Researchers at the University of Buffalo, SUNY have taken the first steps towards resetting the immune response to gonorrhoea, with a sustained-release cytokine treatment that promotes clearance of the infection and the development of prolonged resistance to reinfection in mice.

The sexually transmitted disease gonorrhoea is an urgent public health threat because of resistance to antibiotic treatment. Gonorrhoea also has resistance to the human immune system, which is demonstrated by high reinfection rates.

...converts the infection into a live vaccine...

Prospects have looked bleak in the fight against gonorrhoea. Worldwide, more than 100 million gonococcal infections are estimated to occur each year. No vaccine is available, and antibiotic treatment options are increasingly limited. The new research shows that great potential to combat gonorrhoea already exists in the immune system.

The SUNY researchers, led by Michael Russell, hypothesized that Neisseria gonorrhoeae diverts the host's defences away from an adaptive immune response and towards the innate system, which it is able to tolerate. They sought to reverse this response with proinflammatory cytokine treatment, and were aided by the felicitous development of microencapsulated interleukin 12 (IL-12), enabling vaginal application of the slow-release IL-12 formulation in a mouse model of gonorrhoea infection.

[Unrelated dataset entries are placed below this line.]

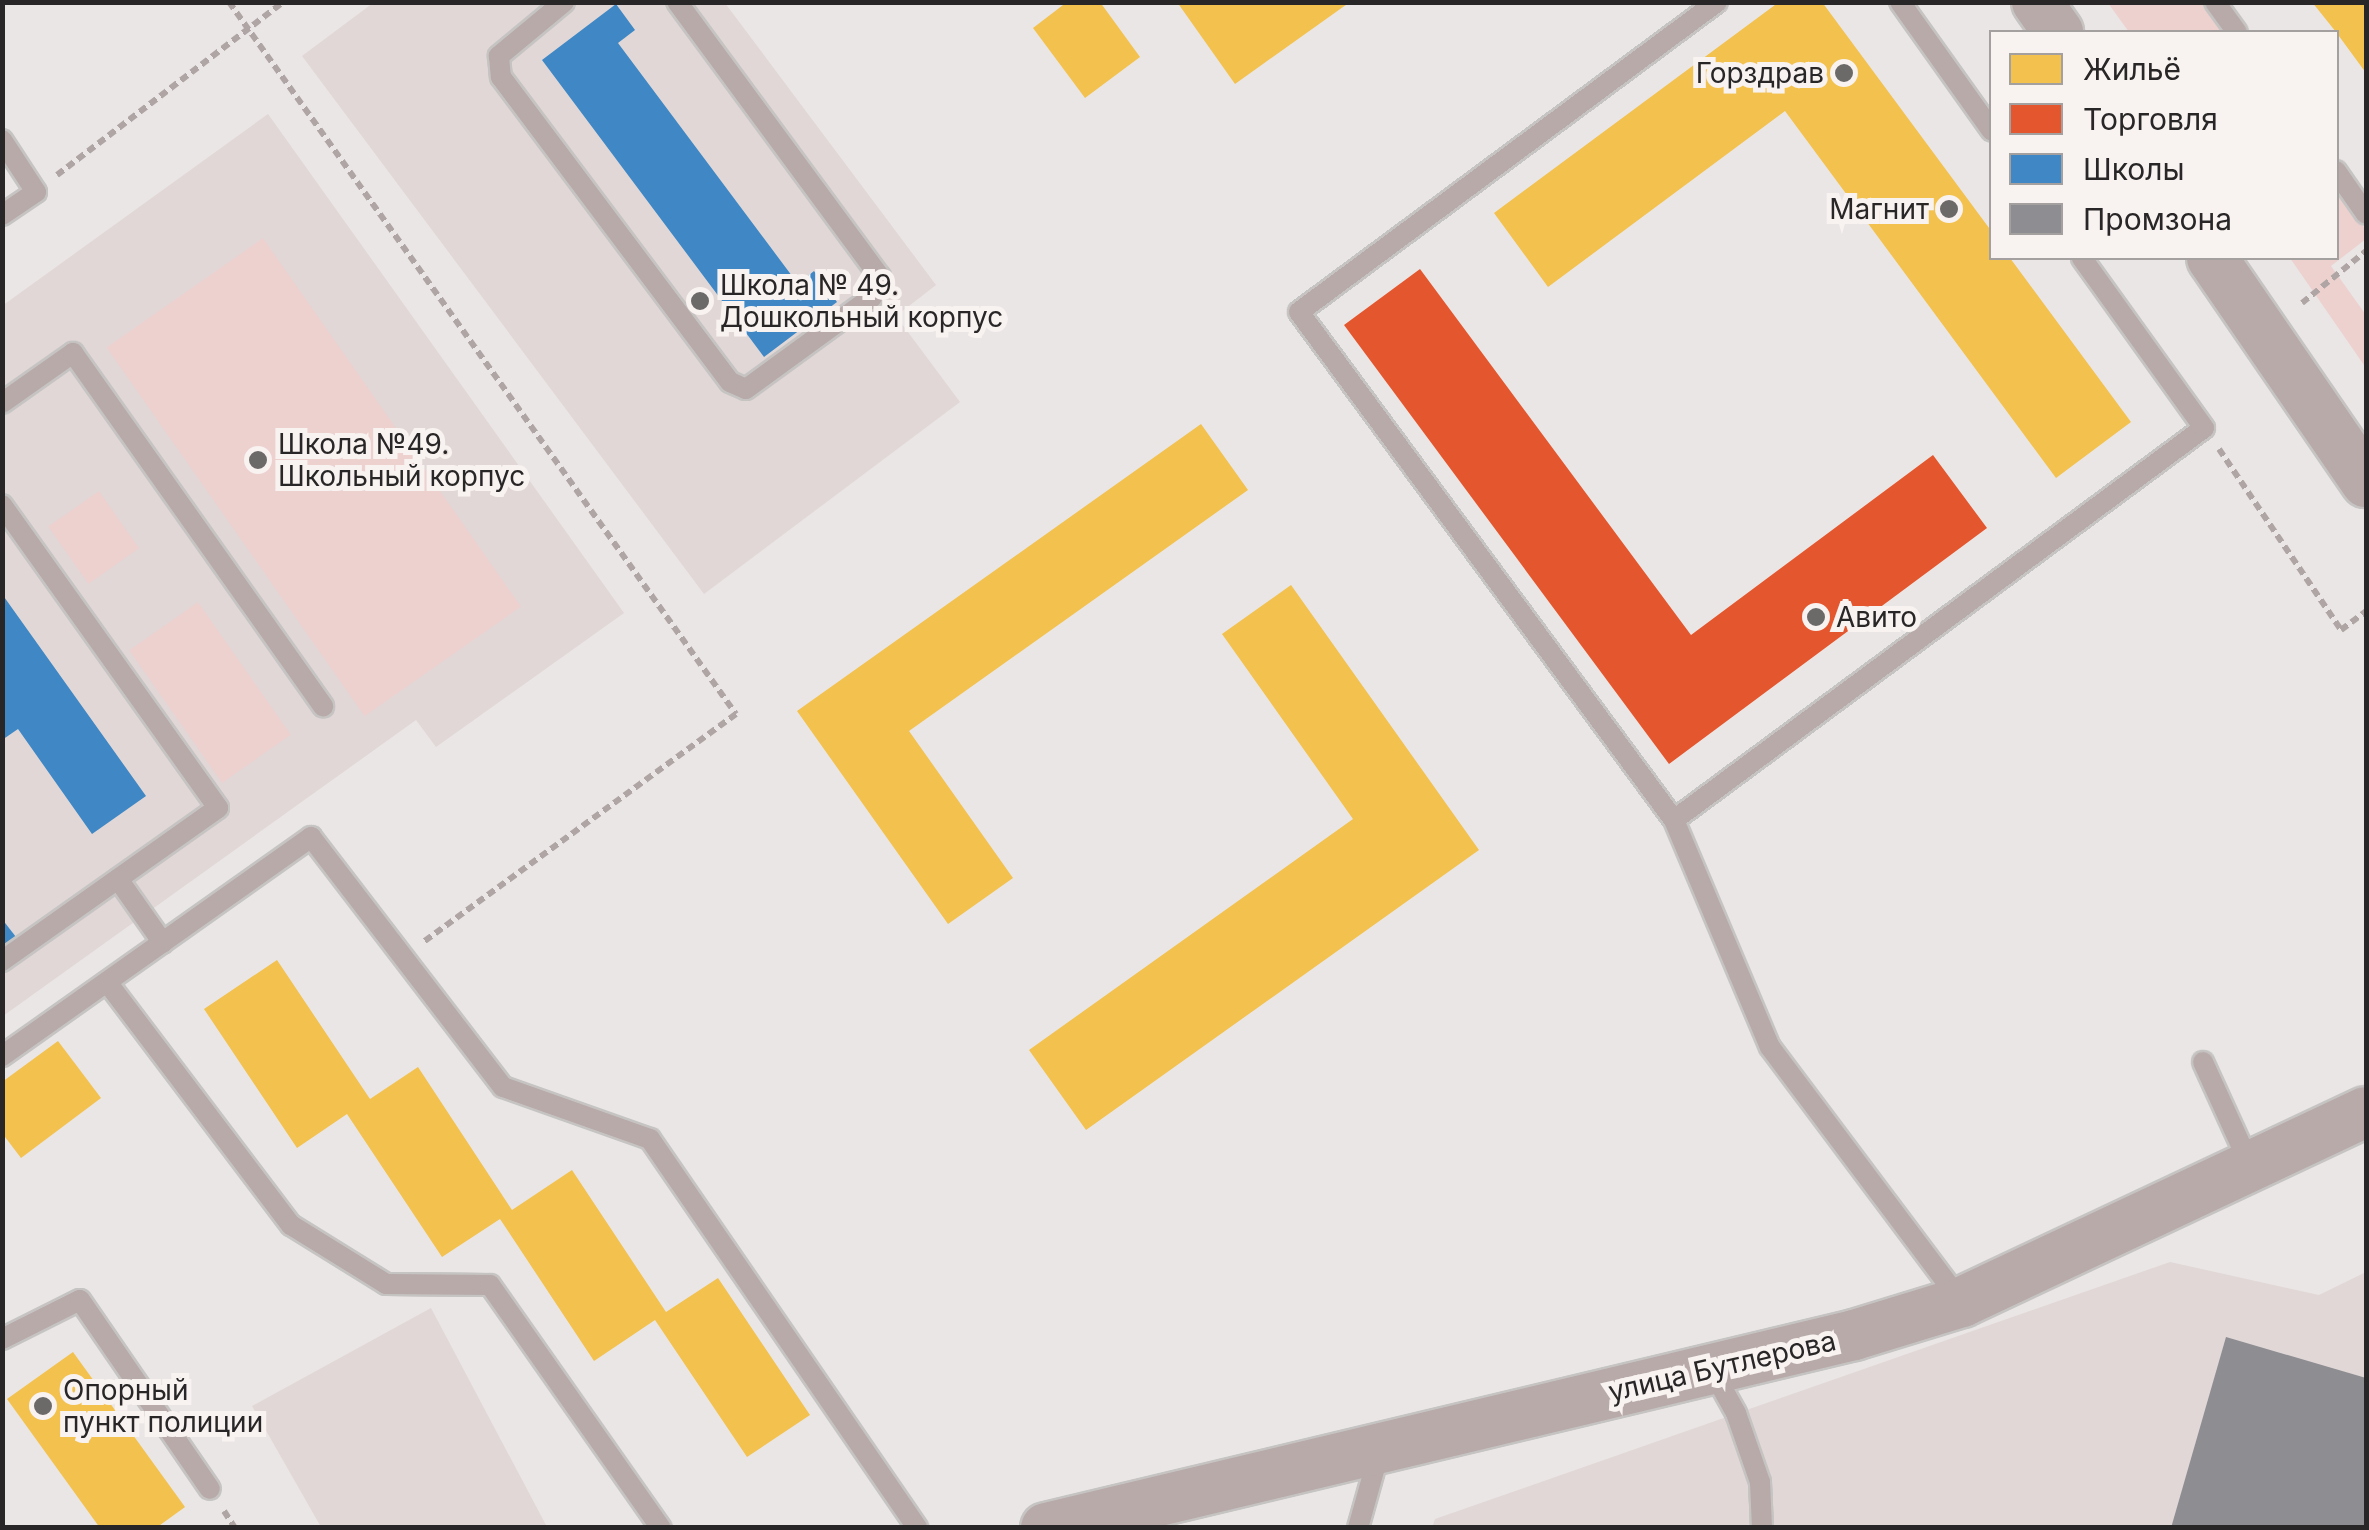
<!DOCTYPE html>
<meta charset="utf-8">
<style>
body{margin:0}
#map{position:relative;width:2369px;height:1530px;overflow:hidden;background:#eae6e5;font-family:Inter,sans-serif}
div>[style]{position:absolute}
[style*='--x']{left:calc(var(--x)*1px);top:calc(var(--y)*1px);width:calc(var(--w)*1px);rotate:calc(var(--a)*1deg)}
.built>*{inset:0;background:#e0d7d6}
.green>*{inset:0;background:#ecd1cf;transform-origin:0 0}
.homes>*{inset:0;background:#f2c14e}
.shops>*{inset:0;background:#e4572e}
.schools>*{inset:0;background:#3f88c5}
.industry>*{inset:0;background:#8d8d92}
.path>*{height:6px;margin-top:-3px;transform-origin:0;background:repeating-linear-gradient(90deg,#aea5a4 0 8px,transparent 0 13px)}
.roads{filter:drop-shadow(2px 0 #c6c4c3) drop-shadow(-2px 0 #c6c4c3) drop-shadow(0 2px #c6c4c3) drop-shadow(0 -2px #c6c4c3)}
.service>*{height:20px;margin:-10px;padding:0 10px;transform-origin:10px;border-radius:10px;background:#b7aaa9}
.tertiary>*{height:50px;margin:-25px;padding:0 25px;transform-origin:25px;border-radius:25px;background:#b7aaa9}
.dots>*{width:28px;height:28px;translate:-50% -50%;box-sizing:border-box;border:5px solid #f8f2f1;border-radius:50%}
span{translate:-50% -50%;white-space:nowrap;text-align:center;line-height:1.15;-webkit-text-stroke:10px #f8f2f1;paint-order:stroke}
.poi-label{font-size:28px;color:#282626}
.right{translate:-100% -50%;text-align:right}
.left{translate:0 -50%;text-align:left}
.street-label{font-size:28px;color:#282626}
.frame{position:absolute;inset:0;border:5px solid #282626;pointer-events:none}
.legend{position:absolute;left:1989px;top:30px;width:350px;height:230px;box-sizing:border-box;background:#f8f2f1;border:2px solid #a5a0a0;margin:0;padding:12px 18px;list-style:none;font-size:30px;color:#282626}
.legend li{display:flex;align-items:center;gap:20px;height:50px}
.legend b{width:50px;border:2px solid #a5a0a0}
</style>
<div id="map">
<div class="built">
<i style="clip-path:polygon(373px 3px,725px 3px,936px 285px,896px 316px,960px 402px,704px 594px,302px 56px)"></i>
<i style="clip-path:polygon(268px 114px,624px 613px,436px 747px,416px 720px,3px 1016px,2px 306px)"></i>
<i style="clip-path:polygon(2170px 1262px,2319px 1295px,2366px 1272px,2366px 1527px,1432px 1528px,1435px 1519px)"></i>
<i style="clip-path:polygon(431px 1308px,547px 1527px,321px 1527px,252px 1406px)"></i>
</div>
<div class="green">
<i style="clip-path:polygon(2108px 3px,2202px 3px,2224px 32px,2129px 32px)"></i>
<i style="clip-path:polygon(2337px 189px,2366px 230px,2366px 239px,2331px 266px,2366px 315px,2366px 368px,2290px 258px,2336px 258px)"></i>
<i style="left:263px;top:238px;width:450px;height:191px;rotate:55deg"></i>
<i style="left:99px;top:491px;width:70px;height:62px;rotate:55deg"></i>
<i style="left:198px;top:602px;width:162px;height:84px;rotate:55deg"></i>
</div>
<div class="homes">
<i style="clip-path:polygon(1067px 2px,1100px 2px,1140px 57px,1085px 98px,1033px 28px)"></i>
<i style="clip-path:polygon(1177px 2px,1350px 2px,1235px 84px)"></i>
<i style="clip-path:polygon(1779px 2px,1822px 2px,1992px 232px,1992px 258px,2010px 258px,2131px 422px,2056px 478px,1785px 111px,1548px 287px,1494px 213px)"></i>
<i style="clip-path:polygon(2312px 2px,2366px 2px,2366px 73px,2336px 32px)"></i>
<i style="clip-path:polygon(1201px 424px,1248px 490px,909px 731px,1013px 878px,948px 924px,797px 711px)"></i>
<i style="clip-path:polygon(1291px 585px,1479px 850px,1086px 1130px,1029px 1050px,1353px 819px,1222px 634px)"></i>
<i style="clip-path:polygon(277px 960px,370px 1099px,418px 1067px,512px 1210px,572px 1170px,666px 1312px,718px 1278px,810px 1415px,747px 1457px,655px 1320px,594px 1361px,500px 1219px,442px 1257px,347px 1114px,297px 1148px,204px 1009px)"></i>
<i style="clip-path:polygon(58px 1041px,101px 1098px,21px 1158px,2px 1133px,2px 1082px)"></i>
<i style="clip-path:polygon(73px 1352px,185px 1507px,156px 1528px,100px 1528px,7px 1399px)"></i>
</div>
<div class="shops">
<i style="clip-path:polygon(1420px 269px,1691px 635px,1933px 455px,1987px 528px,1669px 764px,1344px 325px)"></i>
</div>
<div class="schools">
<i style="clip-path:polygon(616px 4px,635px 30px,618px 43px,798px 284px,814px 271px,837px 302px,764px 357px,542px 60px)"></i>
<i style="clip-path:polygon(2px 594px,146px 796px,92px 834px,18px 729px,2px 740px)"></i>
<i style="clip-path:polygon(2px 919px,16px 937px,2px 946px)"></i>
</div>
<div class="industry">
<i style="clip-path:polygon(2226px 1337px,2366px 1378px,2366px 1528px,2171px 1528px)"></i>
</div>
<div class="path">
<i style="--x:229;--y:2;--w:874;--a:54.55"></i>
<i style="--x:736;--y:714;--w:387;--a:143.9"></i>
<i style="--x:57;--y:175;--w:285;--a:-37.4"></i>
<i style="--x:2302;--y:303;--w:82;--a:-39.1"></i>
<i style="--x:2219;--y:449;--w:218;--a:56"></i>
<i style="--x:2341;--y:630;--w:31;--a:-37"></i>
<i style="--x:224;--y:1511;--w:20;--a:57"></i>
</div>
<div class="roads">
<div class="service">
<i style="--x:564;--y:2;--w:85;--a:140.3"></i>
<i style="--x:499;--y:56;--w:21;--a:85"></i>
<i style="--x:501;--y:77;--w:381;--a:53.1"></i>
<i style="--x:730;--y:382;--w:17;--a:24"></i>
<i style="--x:746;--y:389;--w:156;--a:-36.1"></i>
<i style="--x:872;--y:297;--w:22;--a:-68"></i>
<i style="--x:880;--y:277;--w:342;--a:-126.4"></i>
<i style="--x:1717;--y:2;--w:520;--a:143.44"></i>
<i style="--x:1299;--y:312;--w:631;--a:53.57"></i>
<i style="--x:1674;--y:820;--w:246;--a:67.1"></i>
<i style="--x:1770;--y:1047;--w:316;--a:53.1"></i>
<i style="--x:1900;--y:2;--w:158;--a:54.5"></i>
<i style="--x:2215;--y:2;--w:37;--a:54"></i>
<i style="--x:2;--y:140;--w:62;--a:56.8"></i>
<i style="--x:36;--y:192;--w:41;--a:145.9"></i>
<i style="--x:2336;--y:171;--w:52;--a:55.1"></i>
<i style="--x:2;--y:403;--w:87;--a:-35.2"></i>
<i style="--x:73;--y:353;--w:433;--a:54.7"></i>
<i style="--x:2;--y:505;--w:372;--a:54.5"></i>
<i style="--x:218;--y:808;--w:265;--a:144.7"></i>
<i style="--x:1674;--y:820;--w:659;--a:-36.49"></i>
<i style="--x:2204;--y:428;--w:209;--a:-125.7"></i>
<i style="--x:118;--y:879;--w:78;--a:54.9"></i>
<i style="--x:107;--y:982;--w:305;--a:52.9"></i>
<i style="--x:291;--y:1225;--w:112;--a:31.8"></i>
<i style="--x:386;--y:1284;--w:104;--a:0.6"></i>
<i style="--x:490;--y:1285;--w:297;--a:54.9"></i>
<i style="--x:2;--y:1056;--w:379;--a:-35.3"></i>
<i style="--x:311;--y:837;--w:315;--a:52.5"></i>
<i style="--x:503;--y:1087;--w:156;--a:19.5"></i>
<i style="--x:650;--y:1139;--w:472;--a:55.5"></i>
<i style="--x:2203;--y:1062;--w:113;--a:65.5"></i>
<i style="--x:2;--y:1339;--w:87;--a:-26.6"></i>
<i style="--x:80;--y:1300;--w:229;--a:55.5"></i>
<i style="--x:1712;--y:1370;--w:49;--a:60.8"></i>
<i style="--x:1736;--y:1413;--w:73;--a:70.8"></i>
<i style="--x:1760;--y:1482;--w:46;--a:87.5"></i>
<i style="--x:1358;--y:1528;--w:78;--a:-74.4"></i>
</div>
<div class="tertiary">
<i style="--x:2037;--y:2;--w:37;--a:55"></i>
<i style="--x:2212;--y:258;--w:272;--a:55.5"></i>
<i style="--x:1046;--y:1528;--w:831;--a:-13.43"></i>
<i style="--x:1854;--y:1335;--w:113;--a:-17"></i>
<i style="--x:1962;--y:1302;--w:446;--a:-25.2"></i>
</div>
</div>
<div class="dots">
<i style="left:1844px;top:73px;background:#6c6969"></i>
<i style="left:1949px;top:209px;background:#6c6969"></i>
<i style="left:700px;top:301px;background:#6c6969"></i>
<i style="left:258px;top:460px;background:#6c6969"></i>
<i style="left:1816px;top:617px;background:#6c6969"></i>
<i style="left:43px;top:1406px;background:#6c6969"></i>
</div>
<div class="poi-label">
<span class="right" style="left:1824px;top:73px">Горздрав</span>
<span class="right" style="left:1929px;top:209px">Магнит</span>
<span class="left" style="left:720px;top:301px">Школа № 49.<br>Дошкольный корпус</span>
<span class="left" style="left:278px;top:460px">Школа №49.<br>Школьный корпус</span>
<span class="left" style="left:1836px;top:617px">Авито</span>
<span class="left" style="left:63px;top:1406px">Опорный<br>пункт полиции</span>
</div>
<div class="street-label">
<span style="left:1722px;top:1366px;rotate:-13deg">улица Бутлерова</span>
</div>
<div class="frame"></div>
<ul class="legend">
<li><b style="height:28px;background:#f2c14e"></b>Жильё</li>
<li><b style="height:28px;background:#e4572e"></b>Торговля</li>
<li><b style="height:28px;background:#3f88c5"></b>Школы</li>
<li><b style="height:28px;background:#8d8d92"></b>Промзона</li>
</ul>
</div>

As hoped, an adaptive immune response developed, with production of specific antibodies and substantially quicker clearance of infection compared with untreated mice. Furthermore, mice treated with IL-12 during initial infection retained a level of immunity to gonorrhoea. A subsequent bacterial challenge, without further IL-12 treatment, was met by renewed antibody production and enhanced clearance. According to Russell, this immune memory persists at least 6 months after the initial challenge.

Microencapsulated neutralizing antibodies to TGF-β and IL-10 had similar effects, supporting a theory that these cytokines are induced during N. gonorrhoeae infection.

This low-dose, sustained-release delivery system avoids toxicity associated with cytokine treatment. Potential effects on reproductive function have yet to be determined, but might be outweighed by the serious risks accompanying an untreated infection.

If, as Russell believes, this treatment “converts the infection into a live vaccine,” it could be effective against other diseases, and it might be a valuable approach to reducing dependence on a dwindling arsenal of antibiotics.